Surge: Key Objectives
L1+L2 100,000+ TPS
Keeping L1 decentralized and robust
At least some L2 fully inherits the core properties of Ethereum (trustlessness, openness, censorship resistance)
Maximum interoperability between L2s. Ethereum should feel like one ecosystem, not 34 different blockchains.
The Scalability Trilemma
The scalability trilemma is an idea proposed in 2017 that posits that there is a tension between three properties of a blockchain: decentralization (more specifically: low cost of running a node), scalability (more specifically: low latency), and cost-effectiveness. Specifically: processing a large number of transactions) and security (more specifically: an attacker would need to compromise a majority of the nodes in the entire network to make a single transaction fail).
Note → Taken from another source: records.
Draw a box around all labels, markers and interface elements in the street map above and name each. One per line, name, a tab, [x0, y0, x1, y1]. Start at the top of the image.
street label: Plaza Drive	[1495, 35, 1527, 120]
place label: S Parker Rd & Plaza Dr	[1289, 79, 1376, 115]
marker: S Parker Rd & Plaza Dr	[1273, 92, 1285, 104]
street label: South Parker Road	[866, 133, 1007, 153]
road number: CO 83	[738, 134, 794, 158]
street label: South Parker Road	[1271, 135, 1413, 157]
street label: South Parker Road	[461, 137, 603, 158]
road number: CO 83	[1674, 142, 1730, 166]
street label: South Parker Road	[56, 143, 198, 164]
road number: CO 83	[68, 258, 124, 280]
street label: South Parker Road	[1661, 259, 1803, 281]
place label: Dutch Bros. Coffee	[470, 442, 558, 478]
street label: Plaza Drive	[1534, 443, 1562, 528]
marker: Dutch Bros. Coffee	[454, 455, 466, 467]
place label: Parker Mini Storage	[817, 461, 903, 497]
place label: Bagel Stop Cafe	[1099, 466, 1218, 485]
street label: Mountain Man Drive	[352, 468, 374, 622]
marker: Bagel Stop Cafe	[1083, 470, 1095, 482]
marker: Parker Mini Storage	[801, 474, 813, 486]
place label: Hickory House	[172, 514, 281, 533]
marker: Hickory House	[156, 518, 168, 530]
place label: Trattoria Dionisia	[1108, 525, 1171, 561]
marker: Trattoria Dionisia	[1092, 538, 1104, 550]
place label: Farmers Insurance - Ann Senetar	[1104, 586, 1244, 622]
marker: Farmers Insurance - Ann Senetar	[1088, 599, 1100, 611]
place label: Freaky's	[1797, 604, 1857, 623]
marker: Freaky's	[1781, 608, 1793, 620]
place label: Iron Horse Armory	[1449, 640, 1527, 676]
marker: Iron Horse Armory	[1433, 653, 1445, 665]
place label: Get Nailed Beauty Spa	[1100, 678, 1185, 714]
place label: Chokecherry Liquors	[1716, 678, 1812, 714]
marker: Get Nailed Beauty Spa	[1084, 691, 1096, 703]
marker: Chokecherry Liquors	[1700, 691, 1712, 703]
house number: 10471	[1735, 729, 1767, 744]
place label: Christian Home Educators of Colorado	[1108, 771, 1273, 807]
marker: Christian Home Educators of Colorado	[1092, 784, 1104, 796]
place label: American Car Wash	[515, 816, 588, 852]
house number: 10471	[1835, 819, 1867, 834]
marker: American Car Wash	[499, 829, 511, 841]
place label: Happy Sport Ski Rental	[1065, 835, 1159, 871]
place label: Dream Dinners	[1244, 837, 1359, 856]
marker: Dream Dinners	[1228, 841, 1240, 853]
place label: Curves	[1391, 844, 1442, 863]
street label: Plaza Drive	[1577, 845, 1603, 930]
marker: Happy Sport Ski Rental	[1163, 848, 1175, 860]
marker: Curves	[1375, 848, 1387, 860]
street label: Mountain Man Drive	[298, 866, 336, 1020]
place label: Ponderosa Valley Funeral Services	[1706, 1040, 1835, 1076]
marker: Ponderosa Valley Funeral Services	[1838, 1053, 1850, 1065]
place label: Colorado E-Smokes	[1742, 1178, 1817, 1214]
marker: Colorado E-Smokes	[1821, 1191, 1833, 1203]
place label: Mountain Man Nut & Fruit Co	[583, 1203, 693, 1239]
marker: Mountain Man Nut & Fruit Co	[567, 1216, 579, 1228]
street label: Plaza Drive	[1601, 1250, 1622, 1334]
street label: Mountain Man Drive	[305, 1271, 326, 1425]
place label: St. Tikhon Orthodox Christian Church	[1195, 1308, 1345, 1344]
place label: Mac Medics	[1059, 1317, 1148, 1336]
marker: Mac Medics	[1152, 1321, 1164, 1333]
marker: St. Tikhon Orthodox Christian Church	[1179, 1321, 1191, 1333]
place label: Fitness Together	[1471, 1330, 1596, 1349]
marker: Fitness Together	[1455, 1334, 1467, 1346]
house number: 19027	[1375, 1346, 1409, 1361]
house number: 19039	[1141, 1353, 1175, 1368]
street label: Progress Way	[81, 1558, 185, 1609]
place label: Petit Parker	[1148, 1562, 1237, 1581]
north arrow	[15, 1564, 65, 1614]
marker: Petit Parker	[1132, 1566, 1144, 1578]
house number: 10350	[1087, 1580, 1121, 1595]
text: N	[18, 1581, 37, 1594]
It is worth noting that the trilemma is not a theorem, and the post introducing the trilemma does not come with a mathematical proof. It gives a heuristic mathematical argument: if a decentralization-friendly node (such as a consumer laptop) can verify N transactions, and you have a chain that processes k*N transactions per second, then (i) each transaction can only be seen by 1/k of the nodes, which means that an attacker only needs to compromise a few nodes Either (i) your nodes will become powerful and your chain is not decentralized. The purpose of this post was never to show that breaking the trilemma is impossible; rather, it was to Shows that breaking the trilemma is difficult—it requires somehow thinking outside the box that the argument implies.
Over the years, some high-performance chains have often claimed that they solved the trilemma without doing anything clever at the infrastructure level, usually by using software engineering tricks to optimize nodes. This is always misleading and in such cases Running a node in L1chain has always been much harder than running one in Ethereum. This post explores many of the subtleties of why this is the case (and why L1 client software engineering alone cannot scale Ethereum itself).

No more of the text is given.